The ad blocking debate has reached fever pitch over the last year. It’s a discussion that has been intensifying for some time: consumers are increasingly challenging the necessity of ads – or at least how far they should be expected to tolerate them – and the rise of ad blockers seems to be inexorable.
But online advertising has by no mean shrunk correspondingly. The market has continued to expand its already vast reaches, and for the eighth year in a row, ad spend in the UK was up in 2017, hitting a high of £22.1 billion.

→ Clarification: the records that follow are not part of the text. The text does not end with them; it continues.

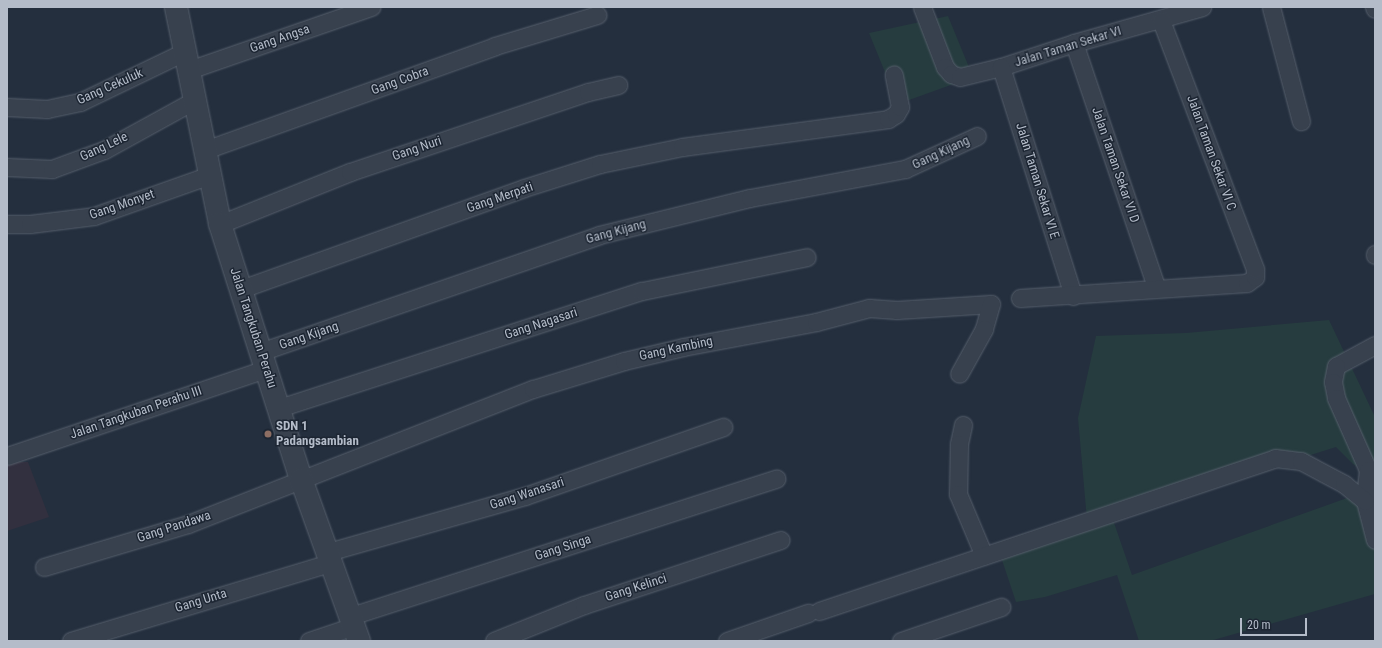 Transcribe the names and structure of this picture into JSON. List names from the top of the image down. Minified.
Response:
{"streets":{"street":["Gang Angsa","Jalan Taman Sekar VI","Gang Cobra","Gang Cekuluk","Gang Lele","Gang Nuri","Gang Kijang","Jalan Taman Sekar VI C","Jalan Taman Sekar VI D","Jalan Taman Sekar VI E","Gang Merpati","Gang Monyet","Gang Nagasari","Jalan Tangkuban Perahu","Gang Kambing","Jalan Tangkuban Perahu III","Gang Wanasari","Gang Pandawa","Gang Singa","Gang Kelinci","Gang Unta"]},"crossings":[["Gang Angsa","Gang Cekuluk"],["Gang Angsa","Jalan Tangkuban Perahu"],["Jalan Taman Sekar VI","Jalan Taman Sekar VI C"],["Jalan Taman Sekar VI","Jalan Taman Sekar VI D"],["Jalan Taman Sekar VI","Jalan Taman Sekar VI E"],["Gang Cobra","Jalan Tangkuban Perahu"],["Gang Cekuluk","Jalan Tangkuban Perahu"],["Gang Lele","Jalan Tangkuban Perahu"],["Gang Nuri","Jalan Tangkuban Perahu"],["Gang Kijang","Jalan Tangkuban Perahu"],["Gang Kijang","Jalan Tangkuban Perahu III"],["Jalan Taman Sekar VI C","Jalan Taman Sekar VI D"],["Gang Merpati","Jalan Tangkuban Perahu"],["Gang Monyet","Jalan Tangkuban Perahu"],["Gang Nagasari","Jalan Tangkuban Perahu"],["Jalan Tangkuban Perahu","Gang Kambing"],["Jalan Tangkuban Perahu","Jalan Tangkuban Perahu III"],["Jalan Tangkuban Perahu","Gang Wanasari"],["Jalan Tangkuban Perahu","Gang Pandawa"],["Jalan Tangkuban Perahu","Gang Singa"],["Jalan Tangkuban Perahu","Gang Unta"],["Gang Kambing","Gang Pandawa"],["Gang Wanasari","Gang Unta"]],"places":["SDN 1 Padangsambian"],"scale_bar":"20 m"} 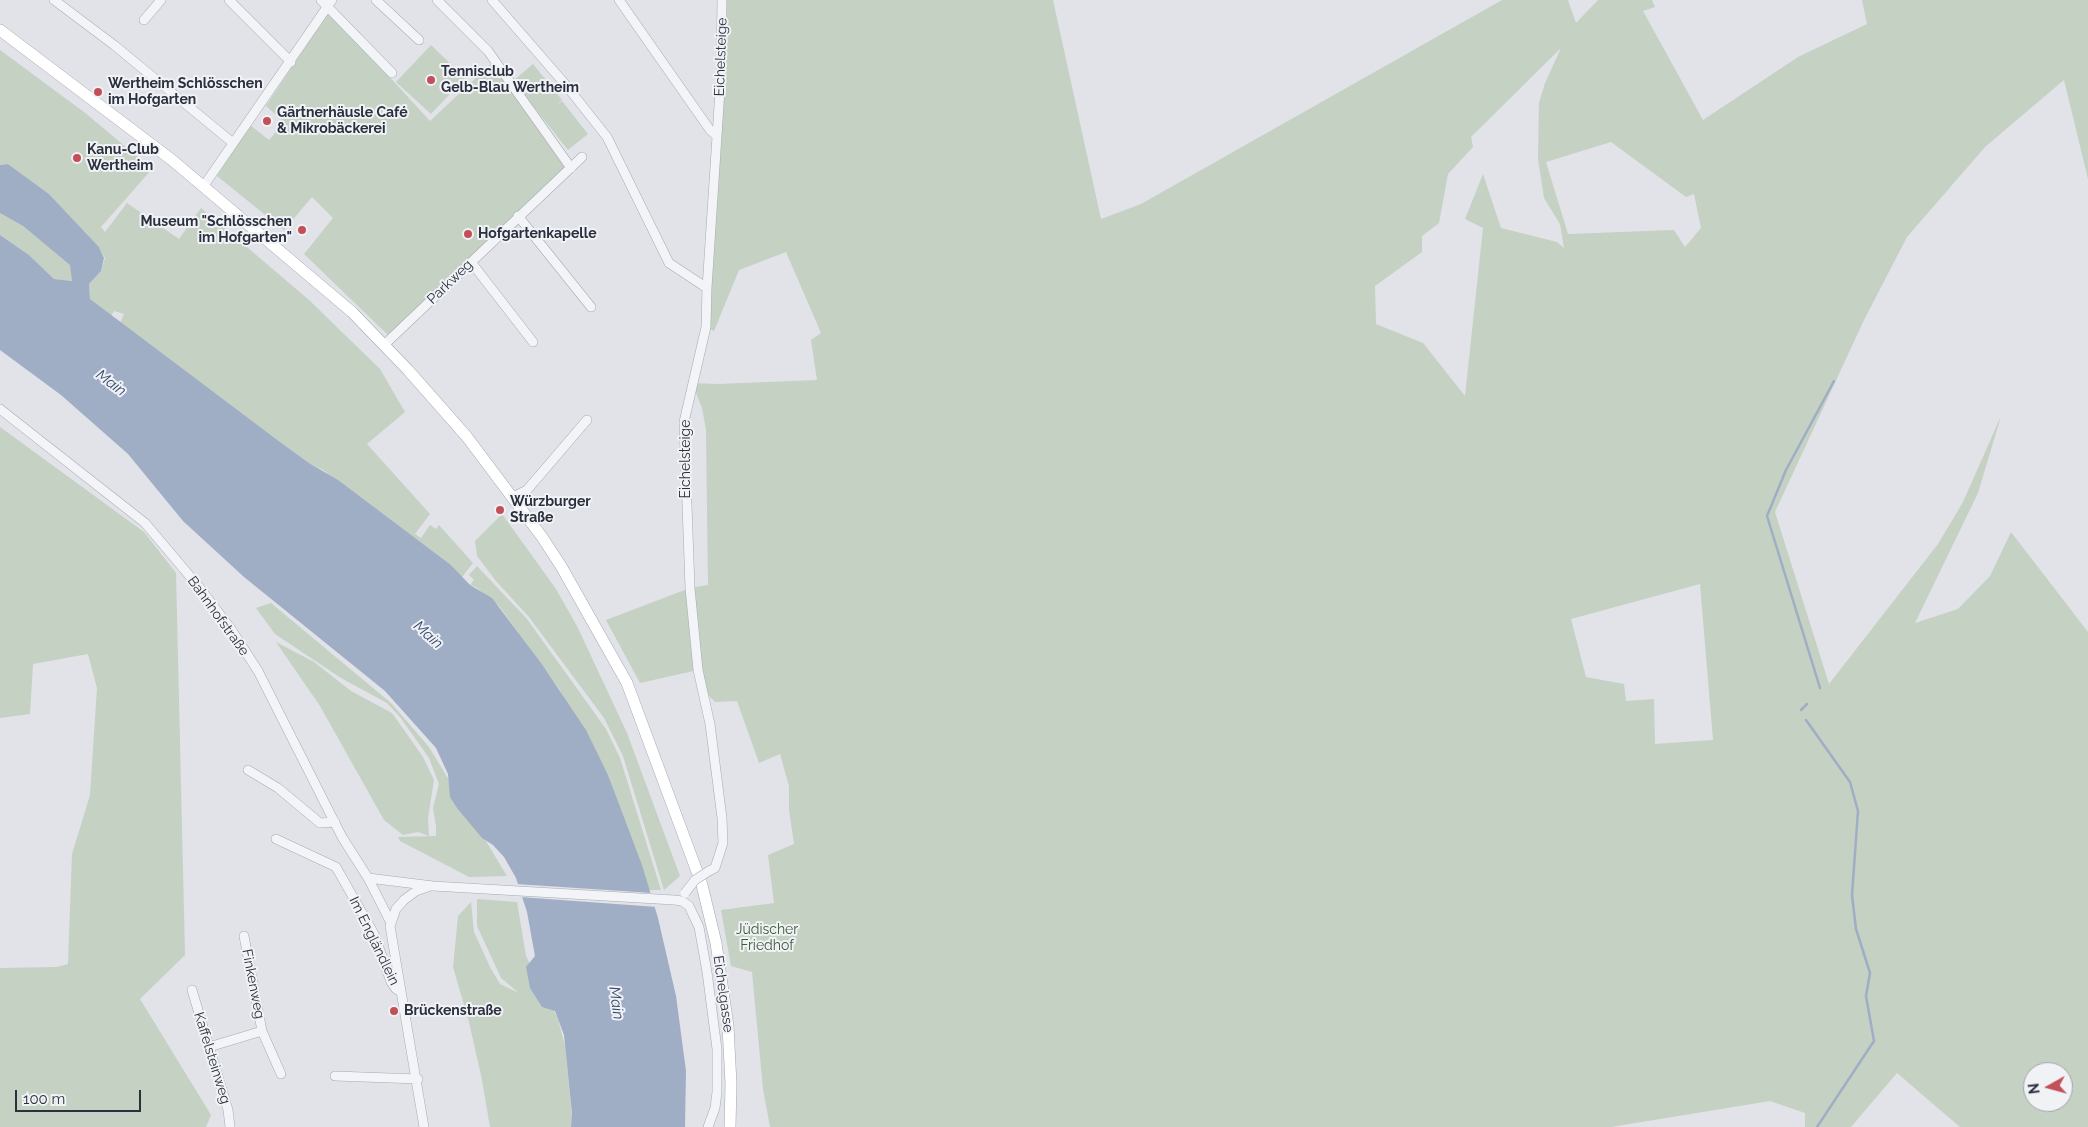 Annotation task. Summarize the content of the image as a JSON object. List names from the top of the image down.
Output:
{
  "streets": {
    "main road": ["Eichelgasse"],
    "street": [
      "Eichelsteige",
      "Parkweg",
      "Bahnhofstraße",
      "Im Engländlein",
      "Finkenweg",
      "Kaffelsteinweg"
    ]
  },
  "crossings": [
    ["Finkenweg", "Kaffelsteinweg"]
  ],
  "water": ["Main"],
  "parks": ["Jüdischer Friedhof"],
  "places": [
    "Tennisclub Gelb-Blau Wertheim",
    "Wertheim Schlösschen im Hofgarten",
    "Gärtnerhäusle Café & Mikrobäckerei",
    "Kanu-Club Wertheim",
    "Museum \"Schlösschen im Hofgarten\"",
    "Hofgartenkapelle",
    "Würzburger Straße",
    "Brückenstraße"
  ],
  "scale_bar": "100 m",
  "north": "left"
}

The ads themselves present an interesting challenge: some users find them intrusive, but many adverts are carefully developed, creatively finessed, entertaining and informative. Some formats delay access to the content you originally searched for though, and for some it’s where and when the ads appear, rather than their presence per se.
The head-shakingly high incidence of YouTube’s pre-roll ads, for example, are often blamed for popularising ad blockers. And popular they are. The practice seems to have grown by 82% in the UK and had reached 12 million active users in June 2015, according to study from PageFair (one of a number of platforms that works on providing ways for publishers to push back). eMarketer predicted that one in every three internet users will have ad blockers by 2017, which is double the 15% they estimated in 2014.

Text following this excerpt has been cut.